I am using a A100 server from GCP with the latest NGC container from nvidia. However for the support of DCNV2 i have to downgrade my pytorch version to 1.4.0. Whenever i initialise a tensor in gpu like torch.randn(3).cuda() the interpreter gets stuck and never finishes that command. Any help??

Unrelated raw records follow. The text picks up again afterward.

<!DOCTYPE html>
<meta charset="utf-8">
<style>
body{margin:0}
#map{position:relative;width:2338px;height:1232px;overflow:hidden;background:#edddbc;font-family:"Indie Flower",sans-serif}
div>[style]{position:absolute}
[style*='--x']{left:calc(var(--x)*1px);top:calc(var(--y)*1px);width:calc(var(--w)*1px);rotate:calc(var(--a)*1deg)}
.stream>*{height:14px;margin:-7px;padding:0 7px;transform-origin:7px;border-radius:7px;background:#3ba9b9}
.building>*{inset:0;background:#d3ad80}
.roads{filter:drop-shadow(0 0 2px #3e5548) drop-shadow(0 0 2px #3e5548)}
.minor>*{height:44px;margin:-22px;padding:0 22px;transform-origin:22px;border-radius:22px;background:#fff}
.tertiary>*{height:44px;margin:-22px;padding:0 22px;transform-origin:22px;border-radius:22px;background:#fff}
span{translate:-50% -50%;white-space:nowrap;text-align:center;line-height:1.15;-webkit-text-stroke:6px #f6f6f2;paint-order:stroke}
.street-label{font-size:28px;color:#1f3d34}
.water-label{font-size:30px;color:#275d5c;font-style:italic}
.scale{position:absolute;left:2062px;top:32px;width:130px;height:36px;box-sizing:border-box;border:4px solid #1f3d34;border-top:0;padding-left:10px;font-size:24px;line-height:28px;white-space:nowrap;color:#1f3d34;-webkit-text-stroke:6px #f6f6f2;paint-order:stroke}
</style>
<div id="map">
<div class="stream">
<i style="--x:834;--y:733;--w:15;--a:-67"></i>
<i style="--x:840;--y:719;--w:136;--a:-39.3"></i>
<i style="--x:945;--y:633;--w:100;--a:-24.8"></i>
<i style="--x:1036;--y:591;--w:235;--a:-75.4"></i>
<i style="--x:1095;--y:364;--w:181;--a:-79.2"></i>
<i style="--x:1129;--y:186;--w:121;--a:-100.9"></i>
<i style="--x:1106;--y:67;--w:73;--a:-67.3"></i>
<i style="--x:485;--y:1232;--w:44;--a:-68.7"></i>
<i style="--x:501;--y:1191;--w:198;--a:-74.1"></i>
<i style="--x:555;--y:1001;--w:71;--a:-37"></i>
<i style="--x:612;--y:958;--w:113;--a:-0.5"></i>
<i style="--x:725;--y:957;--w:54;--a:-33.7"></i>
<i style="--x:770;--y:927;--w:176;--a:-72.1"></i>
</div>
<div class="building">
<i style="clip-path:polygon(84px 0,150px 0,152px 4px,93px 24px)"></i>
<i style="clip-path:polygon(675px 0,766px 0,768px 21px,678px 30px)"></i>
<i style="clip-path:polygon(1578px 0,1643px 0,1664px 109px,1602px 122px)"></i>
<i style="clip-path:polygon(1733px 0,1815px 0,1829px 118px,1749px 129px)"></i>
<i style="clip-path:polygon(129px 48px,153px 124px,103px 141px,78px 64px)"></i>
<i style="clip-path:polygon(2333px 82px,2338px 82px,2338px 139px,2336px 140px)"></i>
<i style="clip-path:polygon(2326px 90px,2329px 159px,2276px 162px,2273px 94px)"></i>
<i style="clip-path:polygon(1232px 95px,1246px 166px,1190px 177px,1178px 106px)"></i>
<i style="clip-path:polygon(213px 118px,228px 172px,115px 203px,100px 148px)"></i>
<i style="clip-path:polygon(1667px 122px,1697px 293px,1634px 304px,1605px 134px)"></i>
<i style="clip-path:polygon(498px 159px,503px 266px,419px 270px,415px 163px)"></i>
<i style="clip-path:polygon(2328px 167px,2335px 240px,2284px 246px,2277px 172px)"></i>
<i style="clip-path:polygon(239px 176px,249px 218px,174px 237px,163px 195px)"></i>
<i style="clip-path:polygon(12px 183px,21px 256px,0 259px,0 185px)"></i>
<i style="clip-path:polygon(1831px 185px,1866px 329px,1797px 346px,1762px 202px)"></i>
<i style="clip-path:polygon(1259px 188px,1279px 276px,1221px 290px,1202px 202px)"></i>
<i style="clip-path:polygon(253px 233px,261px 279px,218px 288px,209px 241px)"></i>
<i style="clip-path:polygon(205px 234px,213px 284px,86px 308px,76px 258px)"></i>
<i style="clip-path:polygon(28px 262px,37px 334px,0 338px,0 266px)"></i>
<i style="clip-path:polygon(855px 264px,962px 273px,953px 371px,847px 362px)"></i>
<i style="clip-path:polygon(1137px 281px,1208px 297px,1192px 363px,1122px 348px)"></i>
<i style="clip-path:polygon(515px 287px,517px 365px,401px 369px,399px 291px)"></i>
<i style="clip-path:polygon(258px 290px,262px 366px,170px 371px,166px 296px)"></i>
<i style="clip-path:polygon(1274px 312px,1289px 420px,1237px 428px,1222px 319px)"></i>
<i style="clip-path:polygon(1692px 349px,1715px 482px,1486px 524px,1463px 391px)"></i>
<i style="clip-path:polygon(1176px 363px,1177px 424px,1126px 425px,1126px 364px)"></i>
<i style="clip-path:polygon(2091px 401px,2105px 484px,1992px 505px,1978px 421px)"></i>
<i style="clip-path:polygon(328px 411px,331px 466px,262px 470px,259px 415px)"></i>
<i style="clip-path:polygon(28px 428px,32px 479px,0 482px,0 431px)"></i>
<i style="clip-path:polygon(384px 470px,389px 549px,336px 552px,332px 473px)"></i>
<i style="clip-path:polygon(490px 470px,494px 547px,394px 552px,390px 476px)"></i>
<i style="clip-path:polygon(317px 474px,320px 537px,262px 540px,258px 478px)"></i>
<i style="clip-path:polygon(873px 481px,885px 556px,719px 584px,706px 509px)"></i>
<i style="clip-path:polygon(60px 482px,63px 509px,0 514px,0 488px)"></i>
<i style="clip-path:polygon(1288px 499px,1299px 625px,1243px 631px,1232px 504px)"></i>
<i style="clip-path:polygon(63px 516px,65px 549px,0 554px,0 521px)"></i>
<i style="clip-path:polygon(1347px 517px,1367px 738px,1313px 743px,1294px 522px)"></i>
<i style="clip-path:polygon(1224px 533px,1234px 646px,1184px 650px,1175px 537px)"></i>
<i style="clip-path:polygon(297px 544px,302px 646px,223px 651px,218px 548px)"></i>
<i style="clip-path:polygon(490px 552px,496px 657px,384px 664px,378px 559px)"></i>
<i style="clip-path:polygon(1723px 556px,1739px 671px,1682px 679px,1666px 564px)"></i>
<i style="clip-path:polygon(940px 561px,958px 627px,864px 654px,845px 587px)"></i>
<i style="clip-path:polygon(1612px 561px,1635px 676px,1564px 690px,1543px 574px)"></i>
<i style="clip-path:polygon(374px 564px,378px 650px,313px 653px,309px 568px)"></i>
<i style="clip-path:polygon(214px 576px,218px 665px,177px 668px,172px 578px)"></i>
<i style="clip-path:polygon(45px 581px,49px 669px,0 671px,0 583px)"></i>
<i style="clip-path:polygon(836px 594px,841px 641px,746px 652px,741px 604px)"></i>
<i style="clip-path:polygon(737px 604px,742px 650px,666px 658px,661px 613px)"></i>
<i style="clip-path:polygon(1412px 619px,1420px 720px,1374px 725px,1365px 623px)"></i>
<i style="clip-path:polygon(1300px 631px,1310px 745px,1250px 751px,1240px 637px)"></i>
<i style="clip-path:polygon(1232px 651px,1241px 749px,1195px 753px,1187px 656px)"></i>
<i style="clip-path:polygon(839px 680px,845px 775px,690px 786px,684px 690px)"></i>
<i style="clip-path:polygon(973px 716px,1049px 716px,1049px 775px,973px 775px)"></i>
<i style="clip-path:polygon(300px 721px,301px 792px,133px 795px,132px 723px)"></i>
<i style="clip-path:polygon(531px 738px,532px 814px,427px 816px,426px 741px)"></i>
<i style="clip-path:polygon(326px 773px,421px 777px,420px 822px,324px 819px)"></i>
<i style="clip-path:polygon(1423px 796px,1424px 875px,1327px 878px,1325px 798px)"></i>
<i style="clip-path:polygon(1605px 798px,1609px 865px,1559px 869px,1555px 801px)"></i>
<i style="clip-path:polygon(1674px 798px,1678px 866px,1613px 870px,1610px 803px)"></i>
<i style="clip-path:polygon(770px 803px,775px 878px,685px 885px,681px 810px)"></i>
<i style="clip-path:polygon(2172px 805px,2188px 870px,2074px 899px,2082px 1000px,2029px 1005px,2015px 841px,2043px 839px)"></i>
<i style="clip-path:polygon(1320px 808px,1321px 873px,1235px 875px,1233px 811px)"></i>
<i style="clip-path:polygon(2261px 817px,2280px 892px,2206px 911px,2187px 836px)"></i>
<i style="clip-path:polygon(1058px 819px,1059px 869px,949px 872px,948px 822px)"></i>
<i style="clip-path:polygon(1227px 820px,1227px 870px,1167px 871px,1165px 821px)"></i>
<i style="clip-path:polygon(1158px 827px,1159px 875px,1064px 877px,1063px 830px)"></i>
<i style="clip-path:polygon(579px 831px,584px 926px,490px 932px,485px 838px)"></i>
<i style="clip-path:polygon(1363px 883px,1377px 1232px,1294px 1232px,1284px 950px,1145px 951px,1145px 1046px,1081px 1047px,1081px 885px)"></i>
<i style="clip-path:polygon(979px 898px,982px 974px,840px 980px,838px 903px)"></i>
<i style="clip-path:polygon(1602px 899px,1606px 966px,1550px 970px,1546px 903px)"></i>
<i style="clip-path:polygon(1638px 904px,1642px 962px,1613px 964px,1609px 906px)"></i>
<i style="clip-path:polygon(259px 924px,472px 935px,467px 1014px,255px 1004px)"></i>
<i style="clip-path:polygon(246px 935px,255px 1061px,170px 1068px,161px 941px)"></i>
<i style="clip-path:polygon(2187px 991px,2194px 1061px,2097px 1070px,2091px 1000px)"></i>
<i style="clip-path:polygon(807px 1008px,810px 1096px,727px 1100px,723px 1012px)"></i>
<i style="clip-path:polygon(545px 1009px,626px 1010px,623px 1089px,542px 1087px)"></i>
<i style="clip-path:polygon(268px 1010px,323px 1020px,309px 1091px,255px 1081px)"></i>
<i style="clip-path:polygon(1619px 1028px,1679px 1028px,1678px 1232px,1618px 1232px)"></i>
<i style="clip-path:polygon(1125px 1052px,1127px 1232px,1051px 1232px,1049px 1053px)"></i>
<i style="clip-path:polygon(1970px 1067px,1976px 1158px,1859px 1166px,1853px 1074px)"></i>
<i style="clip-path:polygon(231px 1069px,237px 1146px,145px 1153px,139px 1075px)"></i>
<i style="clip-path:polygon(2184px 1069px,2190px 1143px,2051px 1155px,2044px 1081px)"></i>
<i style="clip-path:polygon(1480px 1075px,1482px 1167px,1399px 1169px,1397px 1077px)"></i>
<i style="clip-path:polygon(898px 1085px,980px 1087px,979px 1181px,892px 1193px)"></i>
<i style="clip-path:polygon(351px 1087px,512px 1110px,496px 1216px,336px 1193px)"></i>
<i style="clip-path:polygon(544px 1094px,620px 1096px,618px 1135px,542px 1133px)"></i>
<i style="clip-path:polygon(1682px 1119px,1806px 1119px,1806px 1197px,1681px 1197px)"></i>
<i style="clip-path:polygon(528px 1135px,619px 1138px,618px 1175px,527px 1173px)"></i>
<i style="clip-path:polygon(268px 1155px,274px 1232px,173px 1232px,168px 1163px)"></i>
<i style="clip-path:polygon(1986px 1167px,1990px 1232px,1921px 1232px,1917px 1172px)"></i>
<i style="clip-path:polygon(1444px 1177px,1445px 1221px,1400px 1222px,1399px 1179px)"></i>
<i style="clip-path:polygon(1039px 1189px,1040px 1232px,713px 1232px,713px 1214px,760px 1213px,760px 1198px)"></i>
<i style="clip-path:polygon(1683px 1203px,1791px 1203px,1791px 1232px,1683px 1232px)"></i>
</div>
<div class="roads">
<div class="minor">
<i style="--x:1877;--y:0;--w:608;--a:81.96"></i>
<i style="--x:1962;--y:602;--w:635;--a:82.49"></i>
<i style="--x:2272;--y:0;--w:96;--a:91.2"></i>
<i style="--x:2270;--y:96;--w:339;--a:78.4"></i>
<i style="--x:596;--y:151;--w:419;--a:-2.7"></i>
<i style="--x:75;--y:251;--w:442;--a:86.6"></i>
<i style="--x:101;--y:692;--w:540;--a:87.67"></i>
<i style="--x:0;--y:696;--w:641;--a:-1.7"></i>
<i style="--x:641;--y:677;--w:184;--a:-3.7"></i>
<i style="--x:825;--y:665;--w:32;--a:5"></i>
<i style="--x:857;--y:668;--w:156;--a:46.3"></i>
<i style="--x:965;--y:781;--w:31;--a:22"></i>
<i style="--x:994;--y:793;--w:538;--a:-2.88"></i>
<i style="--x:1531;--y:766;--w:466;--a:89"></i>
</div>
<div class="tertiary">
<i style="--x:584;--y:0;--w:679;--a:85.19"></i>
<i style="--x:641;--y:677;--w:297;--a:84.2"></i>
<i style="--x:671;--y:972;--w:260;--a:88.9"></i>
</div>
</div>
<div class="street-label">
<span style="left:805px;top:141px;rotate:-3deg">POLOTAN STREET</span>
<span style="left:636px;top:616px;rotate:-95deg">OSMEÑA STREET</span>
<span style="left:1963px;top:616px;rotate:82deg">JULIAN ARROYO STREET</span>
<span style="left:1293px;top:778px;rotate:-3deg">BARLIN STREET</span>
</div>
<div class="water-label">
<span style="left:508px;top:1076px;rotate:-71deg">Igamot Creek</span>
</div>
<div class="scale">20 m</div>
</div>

mrshenli · July 24, 2020, 9:37pm

hey @ptrblck, do you know if anyone can answer questions regarding using PyTorch cuda features on GCP/NGC?

cc @ngimel

gouthamvgk · July 24, 2020, 9:51pm

Solved!. After close to 10 mins the tensor gets initialised in gpu and from thereon no problem

ptrblck · July 25, 2020, 2:30am

The long startup time is most likely create due to a JIT compilation of the CUDA code, if your installed PyTorch version wasn’t built for compute capability 8.0 (A100).
This would be the case, if you’ve installed the 1.4 binary instead of building it from source.
We are working towards building the PyTorch nightly binaries with the latest library stack and cc8.0.
For now, you could either build from source or let the JIT compiler run in the first CUDA call.

ngimel · July 26, 2020, 7:22pm

What is the issue with dcnv2 support in the latest ngc container?

Shenggan · August 31, 2020, 4:45am

Thanks for the reply. But I wonder that is it possible to build from source for old version PyTorch (for example version 1.4) with cuda11? Or is there any plan to support old version PyTorch for A100?

ptrblck · August 31, 2020, 4:17pm

There is no plan on changing older PyTorch versions to enable CUDA11 and thus new GPU architectures, so you would have to use the latest PyTorch version.

You could try to cherry-pick all commits mentioning CUDA11 in an older version and try to build it.
However, while it might work, what’s your use case that you need to use an old PyTorch version?

Shenggan · September 2, 2020, 1:11am

Thanks for the reply. I think porting to the latest version PyTorch is the best choice.